We’re well into 2009, but it’s never too late to look ahead at some of the new gadgets and product launches we’re looking forward to during the year. With one already-launched exception, here’s our roundup of the most interesting and/or useful gadgets that will be hitting stores during this calendar year. Just try and tell us there isn’t one here ready to pry that money out of your hand.
A Very Possible Apple Netbook/E-Book/10-inch Something
This one has been flying around the rumour sites recently, but was launched into the realm of very-possible when a source in a Taiwanese touchscreen manufacturer claimed that Apple has ordered a whole ton of 10-inch touchscreens. (the image above is a mockup created by someone at Gizmodo.)
The market is new, young, and could be (like the smartphone market of two years ago) theirs to take over. What’s it going to look like? Will there be a keyboard, or is it going to be like a giant iphone? My bet is a fantastic sort of larger iphone with a slide-out keyboard of some kind. Although to make that elegant and cheap might be kind of hard, and Steve Jobs has reportedly said that it’s impossible to ship something that costs $500 or less “without it being junk”, and thus it won’t happen.
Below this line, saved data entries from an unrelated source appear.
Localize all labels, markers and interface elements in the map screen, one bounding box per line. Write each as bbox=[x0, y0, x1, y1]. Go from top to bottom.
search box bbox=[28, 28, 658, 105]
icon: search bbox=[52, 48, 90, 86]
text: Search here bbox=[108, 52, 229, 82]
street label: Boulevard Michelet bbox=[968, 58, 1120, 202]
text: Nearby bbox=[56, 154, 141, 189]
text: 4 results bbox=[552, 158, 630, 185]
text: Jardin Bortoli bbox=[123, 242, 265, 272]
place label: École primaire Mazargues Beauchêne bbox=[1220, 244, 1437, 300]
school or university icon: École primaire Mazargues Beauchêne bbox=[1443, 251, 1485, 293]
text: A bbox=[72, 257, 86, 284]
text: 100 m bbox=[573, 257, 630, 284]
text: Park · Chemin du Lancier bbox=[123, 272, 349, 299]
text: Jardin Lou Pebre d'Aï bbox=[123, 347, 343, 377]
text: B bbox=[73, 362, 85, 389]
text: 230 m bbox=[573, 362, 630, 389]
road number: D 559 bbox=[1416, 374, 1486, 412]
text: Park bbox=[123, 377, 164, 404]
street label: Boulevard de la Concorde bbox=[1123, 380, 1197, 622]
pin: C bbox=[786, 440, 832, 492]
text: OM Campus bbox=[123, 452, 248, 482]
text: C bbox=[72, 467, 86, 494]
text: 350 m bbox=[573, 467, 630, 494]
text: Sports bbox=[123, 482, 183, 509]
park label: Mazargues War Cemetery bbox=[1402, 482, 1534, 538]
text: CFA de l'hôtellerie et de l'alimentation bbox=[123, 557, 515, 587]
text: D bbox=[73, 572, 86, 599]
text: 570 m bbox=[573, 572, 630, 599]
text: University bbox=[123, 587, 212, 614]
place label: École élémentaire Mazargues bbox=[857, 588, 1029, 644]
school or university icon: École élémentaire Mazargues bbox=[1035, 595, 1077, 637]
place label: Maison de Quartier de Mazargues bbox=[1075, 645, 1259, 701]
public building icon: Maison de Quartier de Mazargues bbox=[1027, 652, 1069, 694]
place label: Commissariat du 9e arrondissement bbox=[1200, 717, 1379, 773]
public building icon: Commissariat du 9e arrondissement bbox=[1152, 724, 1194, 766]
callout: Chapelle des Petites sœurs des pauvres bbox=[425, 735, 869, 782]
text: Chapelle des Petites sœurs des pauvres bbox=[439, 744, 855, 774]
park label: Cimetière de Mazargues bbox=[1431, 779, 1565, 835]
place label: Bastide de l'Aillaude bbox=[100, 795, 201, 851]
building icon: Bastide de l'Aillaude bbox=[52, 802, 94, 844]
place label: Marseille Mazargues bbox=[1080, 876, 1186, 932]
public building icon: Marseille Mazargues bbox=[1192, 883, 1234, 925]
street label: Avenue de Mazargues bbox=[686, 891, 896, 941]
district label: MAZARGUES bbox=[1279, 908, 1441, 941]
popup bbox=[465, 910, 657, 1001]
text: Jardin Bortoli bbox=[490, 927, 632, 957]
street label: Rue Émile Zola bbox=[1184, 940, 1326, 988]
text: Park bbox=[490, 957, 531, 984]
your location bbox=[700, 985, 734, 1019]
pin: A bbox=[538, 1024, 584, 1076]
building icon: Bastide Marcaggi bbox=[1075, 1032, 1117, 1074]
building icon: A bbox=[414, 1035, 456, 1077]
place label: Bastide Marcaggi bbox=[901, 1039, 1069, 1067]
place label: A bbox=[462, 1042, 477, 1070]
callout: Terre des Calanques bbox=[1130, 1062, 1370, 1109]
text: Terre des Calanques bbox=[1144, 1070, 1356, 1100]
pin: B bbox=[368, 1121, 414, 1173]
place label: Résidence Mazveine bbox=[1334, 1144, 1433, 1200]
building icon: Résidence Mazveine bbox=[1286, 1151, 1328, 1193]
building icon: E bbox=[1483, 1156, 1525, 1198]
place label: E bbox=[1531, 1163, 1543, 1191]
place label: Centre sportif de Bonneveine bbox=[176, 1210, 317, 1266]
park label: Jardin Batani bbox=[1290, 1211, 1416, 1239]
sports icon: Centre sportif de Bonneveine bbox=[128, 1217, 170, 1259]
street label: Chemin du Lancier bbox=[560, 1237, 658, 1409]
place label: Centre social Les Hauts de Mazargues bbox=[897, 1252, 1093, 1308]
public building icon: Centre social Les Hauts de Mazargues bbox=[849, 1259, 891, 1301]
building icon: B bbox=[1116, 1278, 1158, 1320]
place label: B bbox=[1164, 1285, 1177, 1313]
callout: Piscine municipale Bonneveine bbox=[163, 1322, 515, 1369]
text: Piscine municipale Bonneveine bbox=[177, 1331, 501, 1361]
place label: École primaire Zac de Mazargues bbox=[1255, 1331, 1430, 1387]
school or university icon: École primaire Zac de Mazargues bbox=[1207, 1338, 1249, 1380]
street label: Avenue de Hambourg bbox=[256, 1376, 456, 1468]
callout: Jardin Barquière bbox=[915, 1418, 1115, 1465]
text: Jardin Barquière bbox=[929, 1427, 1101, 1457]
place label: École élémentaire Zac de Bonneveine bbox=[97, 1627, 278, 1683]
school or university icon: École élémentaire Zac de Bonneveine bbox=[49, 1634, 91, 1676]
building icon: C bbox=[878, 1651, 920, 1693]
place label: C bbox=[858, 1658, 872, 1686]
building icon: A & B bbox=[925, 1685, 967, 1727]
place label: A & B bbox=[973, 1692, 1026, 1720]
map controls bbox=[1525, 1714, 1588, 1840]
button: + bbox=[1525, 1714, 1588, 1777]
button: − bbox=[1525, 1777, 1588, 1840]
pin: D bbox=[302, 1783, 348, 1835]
But then… what are all those touchscreens for? One theory is a competing e-book reader, which would line Apple straight up against…
Amazon’s Kindle 2.0
This one has already launched, but will likely remain one of the top gadgets of the year. Not only did Amazon completely revamp the previously-awful industrial design of their first kindle, moving it much more towards an Apple-inspired direction (why does it always take companies that are not apple several tries to pull this off?), but they continued the free wireless service and increased the battery life to an insane level.
Until an e-book comes out that you can bend like paper and throw across the room, there probably won’t be any kind of massive revolution in the way we read, but as was argued here recently, there doesn’t need to be, as people have already proven themselves incredibly willing to read small text off woefully inadequate devices. I thought about reading a novel off my little cellphone the other day, for god’s sake.
The New ‘Premium’ Netbooks
2009 is finally going to be the year where netbooks move out of their initial phase, in which they showed up on the market, sold a ton, and began taking advantage of the internet-anywhere mentality as popularized by the iPhone.
The early efforts (as chronicled by us some time ago) were good, but lacked certain things: properly sized screens, long batteries, big HDs, etc. Towards the end of the year most manufacturers began releasing upgrades, and by now the near-ubiquitous acer aspire one has been replaced with an entirely new model. Same goes for the extremely popular MSI Wind, and the EEEPC, plus all the other netbooks coming out this year.
Battery life is constantly on the rise, and Intel is releasing the next generation of their tiny Atom chips, which will mean better performance in the same tiny packages. By Christmas of this upcoming year, you’re going to see an entirely new line of great netbooks on the market. And if Apple decides to join the fray? Look for standards to jump even higher.
USB 3
Sure, it’s hardly revolutionary, but it’s useful, and sometime in 2009 we’re going to see cable connections that will make everything much, much faster. Last year intel released all the specifications for USB 3, and in a few months we’ll be seeing the first devices featuring them.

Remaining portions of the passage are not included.